In order to solve the three problems mentioned mentioned above, this article proposes the DM-ESPCA model, which uses the dynamic gene network, meta-learning approach, and random sampling algorithm based on the greedy principle (Figure 1). The purpose of the dynamic gene network is to enhance the feature selection ability of the model to screen out potential target genes that are more relevant to the cancer subtype. The meta-learning approach is an efficient machine learning framework, which uses a small number of high-quality samples to adjust the parameters of the machine learning model to reduce the errors caused by the noise data. We also proposed a random sampling algorithm based on the greedy principle to obtain a better solution in the process of sparseness.

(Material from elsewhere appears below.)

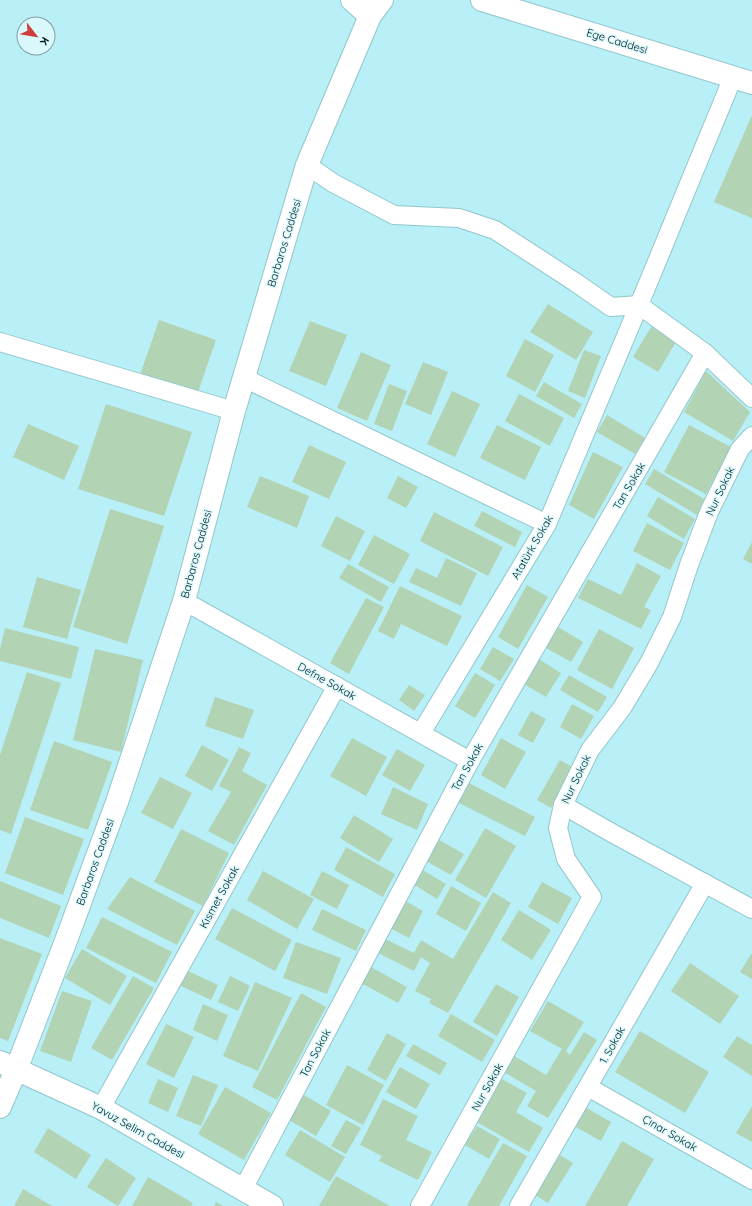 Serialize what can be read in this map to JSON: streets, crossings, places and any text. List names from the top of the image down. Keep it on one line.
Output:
{"streets":{"street":["Ege Caddesi","Barbaros Caddesi","Tan Sokak","Nur Sokak","Atatürk Sokak","Defne Sokak","Kısmet Sokak","1. Sokak","Yavuz Selim Caddesi","Çınar Sokak"]},"crossings":[["Ege Caddesi","Atatürk Sokak"],["Barbaros Caddesi","Defne Sokak"],["Barbaros Caddesi","Yavuz Selim Caddesi"],["Tan Sokak","Defne Sokak"],["Tan Sokak","Yavuz Selim Caddesi"],["Atatürk Sokak","Defne Sokak"],["Defne Sokak","Kısmet Sokak"],["Kısmet Sokak","Yavuz Selim Caddesi"],["1. Sokak","Çınar Sokak"]],"north":"bottom right"} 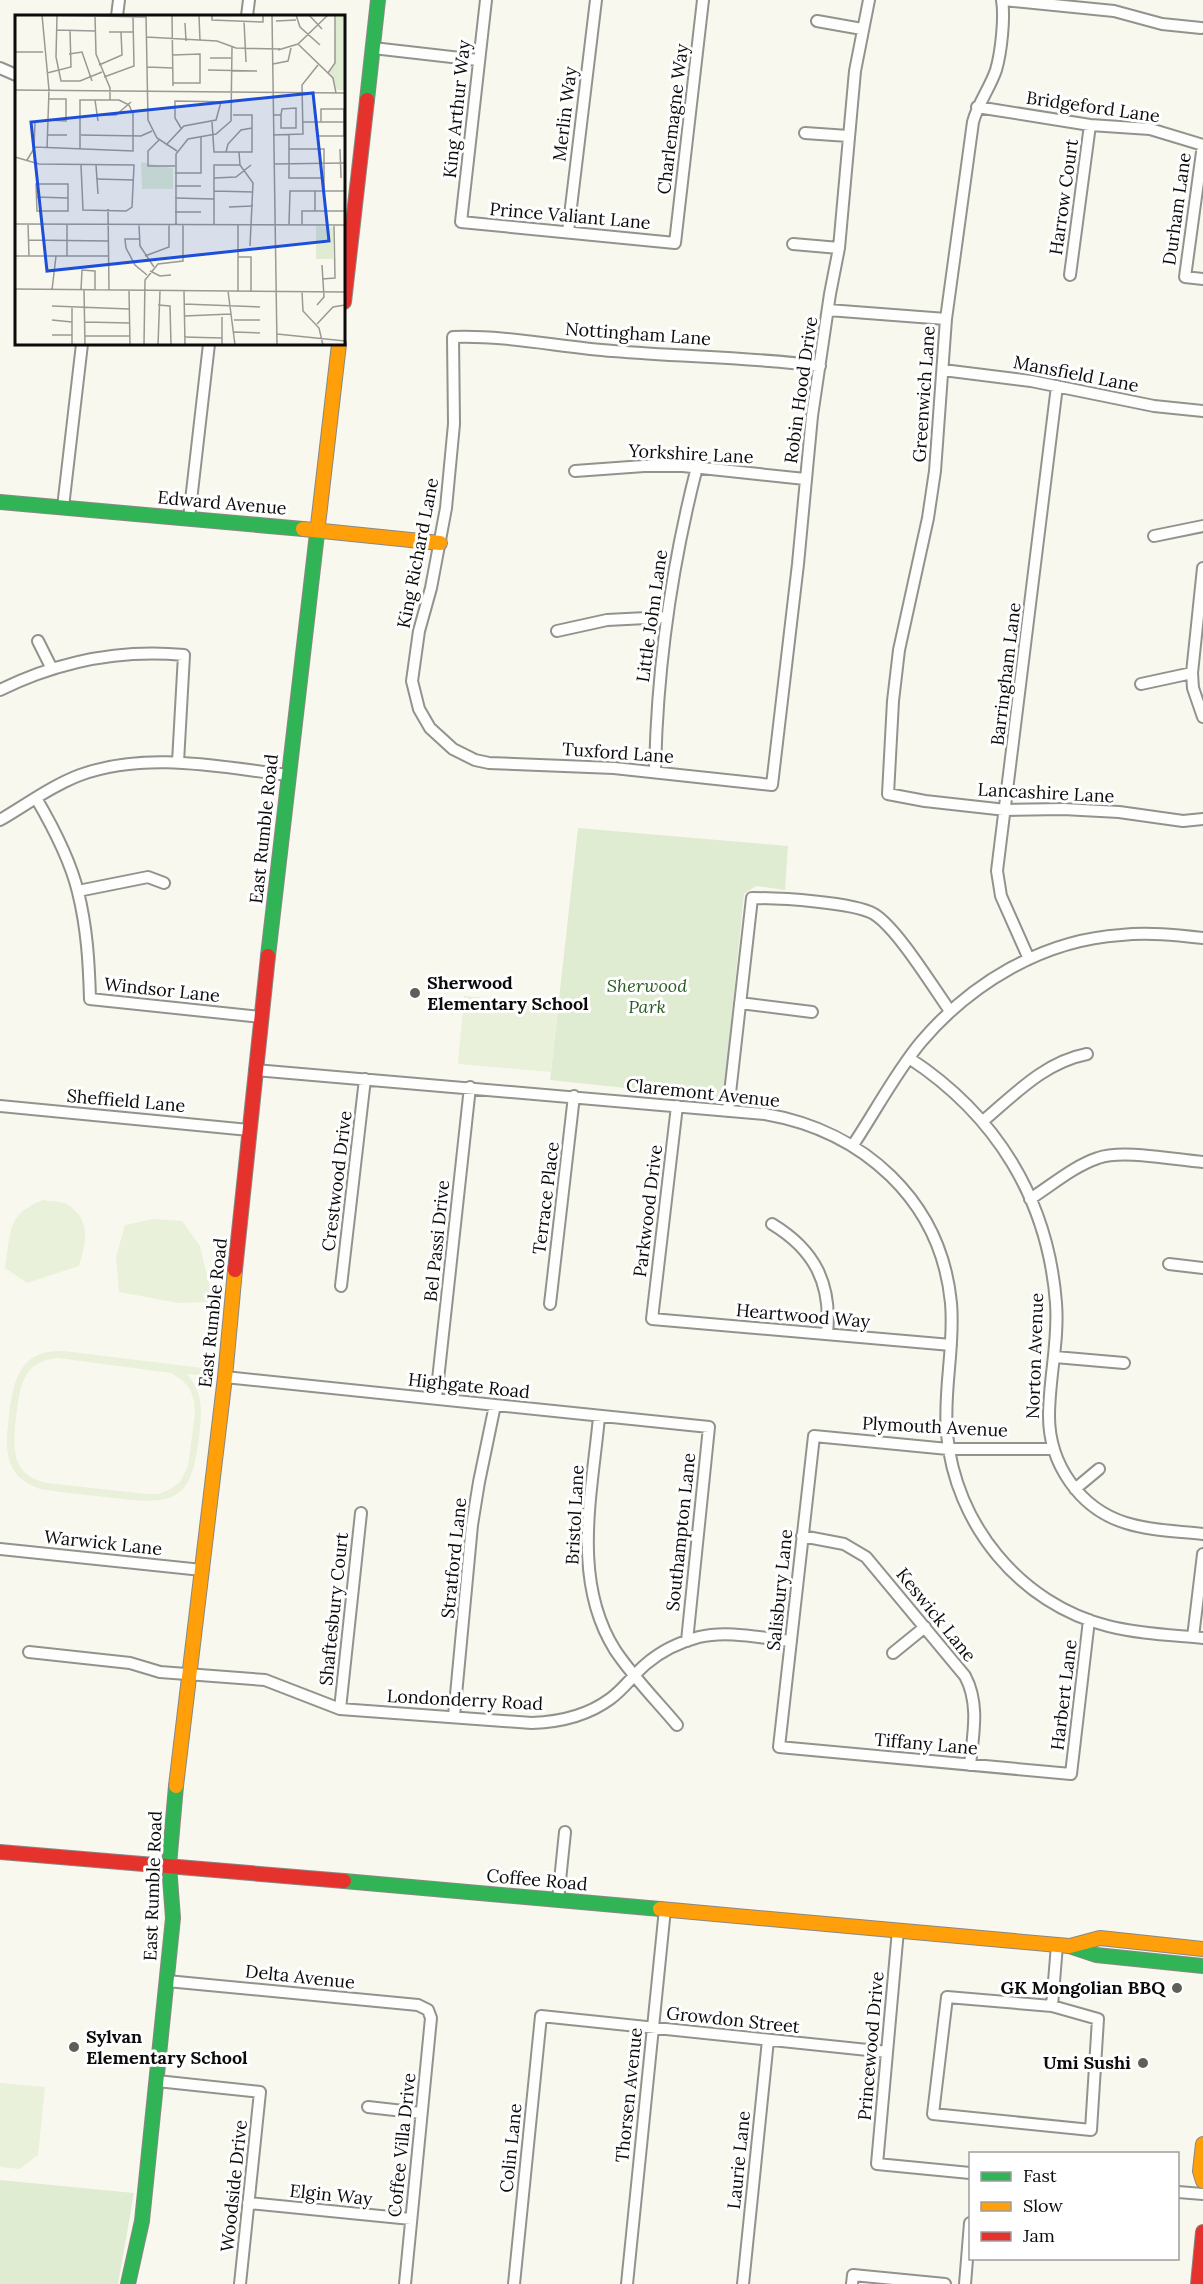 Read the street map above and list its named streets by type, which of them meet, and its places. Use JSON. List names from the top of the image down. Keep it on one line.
{"streets":{"street":["Bridgeford Lane","King Arthur Way","Merlin Way","Charlemagne Way","Harrow Court","Durham Lane","Prince Valiant Lane","Nottingham Lane","Mansfield Lane","Robin Hood Drive","Greenwich Lane","Yorkshire Lane","Edward Avenue","King Richard Lane","Little John Lane","Barringham Lane","Tuxford Lane","Lancashire Lane","East Rumble Road","Windsor Lane","Claremont Avenue","Sheffield Lane","Crestwood Drive","Terrace Place","Parkwood Drive","Bel Passi Drive","Heartwood Way","Norton Avenue","Highgate Road","Plymouth Avenue","Bristol Lane","Southampton Lane","Warwick Lane","Stratford Lane","Salisbury Lane","Shaftesbury Court","Keswick Lane","Harbert Lane","Londonderry Road","Tiffany Lane","Coffee Road","Delta Avenue","Growdon Street","Princewood Drive","Thorsen Avenue","Coffee Villa Drive","Colin Lane","Laurie Lane","Woodside Drive","Elgin Way"]},"crossings":[["Bridgeford Lane","Harrow Court"],["Bridgeford Lane","Durham Lane"],["Bridgeford Lane","Greenwich Lane"],["King Arthur Way","Prince Valiant Lane"],["Merlin Way","Prince Valiant Lane"],["Charlemagne Way","Prince Valiant Lane"],["Nottingham Lane","Robin Hood Drive"],["Nottingham Lane","King Richard Lane"],["Mansfield Lane","Greenwich Lane"],["Mansfield Lane","Barringham Lane"],["Robin Hood Drive","Yorkshire Lane"],["Robin Hood Drive","Tuxford Lane"],["Greenwich Lane","Lancashire Lane"],["Yorkshire Lane","Little John Lane"],["Edward Avenue","King Richard Lane"],["Edward Avenue","East Rumble Road"],["King Richard Lane","Tuxford Lane"],["Little John Lane","Tuxford Lane"],["Barringham Lane","Lancashire Lane"],["East Rumble Road","Windsor Lane"],["East Rumble Road","Claremont Avenue"],["East Rumble Road","Sheffield Lane"],["East Rumble Road","Highgate Road"],["East Rumble Road","Warwick Lane"],["East Rumble Road","Londonderry Road"],["East Rumble Road","Coffee Road"],["East Rumble Road","Delta Avenue"],["East Rumble Road","Woodside Drive"],["Claremont Avenue","Crestwood Drive"],["Claremont Avenue","Terrace Place"],["Claremont Avenue","Parkwood Drive"],["Claremont Avenue","Bel Passi Drive"],["Claremont Avenue","Heartwood Way"],["Claremont Avenue","Plymouth Avenue"],["Claremont Avenue","Harbert Lane"],["Parkwood Drive","Heartwood Way"],["Bel Passi Drive","Highgate Road"],["Norton Avenue","Plymouth Avenue"],["Highgate Road","Bristol Lane"],["Highgate Road","Southampton Lane"],["Highgate Road","Stratford Lane"],["Plymouth Avenue","Salisbury Lane"],["Bristol Lane","Londonderry Road"],["Southampton Lane","Londonderry Road"],["Stratford Lane","Londonderry Road"],["Salisbury Lane","Keswick Lane"],["Salisbury Lane","Londonderry Road"],["Salisbury Lane","Tiffany Lane"],["Shaftesbury Court","Londonderry Road"],["Keswick Lane","Tiffany Lane"],["Harbert Lane","Tiffany Lane"],["Coffee Road","Princewood Drive"],["Coffee Road","Thorsen Avenue"],["Delta Avenue","Coffee Villa Drive"],["Growdon Street","Princewood Drive"],["Growdon Street","Thorsen Avenue"],["Growdon Street","Colin Lane"],["Growdon Street","Laurie Lane"],["Coffee Villa Drive","Elgin Way"],["Woodside Drive","Elgin Way"]],"parks":["Sherwood Park"],"places":["Sherwood Elementary School","GK Mongolian BBQ","Sylvan Elementary School","Umi Sushi"],"legend":["Fast","Slow","Jam"]}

FIGURE 1. Flow chart of the DM-ESPCA model. (A) The DM-ESPCA model requires input gene expression and pathway data. (B) The DM-ESPCA model selects meta-data by clustering all samples. (C) Workflow of the DM-ESPCA model to screen targeted genes. The DM-ESPCA model will generate a dynamic gene network for each subtype. (D) Finally, this model will output the screened genes.
The steps of the DM-ESPCA model are as follows: 1) filter meta-data for each subtype in the cancer data set; 2) based on meta-data, use known subtype classification information as prior knowledge to calculate the correlation degree of each gene probe corresponding to each subtype; 3) use the quantitative value of correlation as a parameter to generate a unique biological network for each subtype; and 4) build the DM-ESPCA model using the dynamic gene network to screen biomarkers for each subtype.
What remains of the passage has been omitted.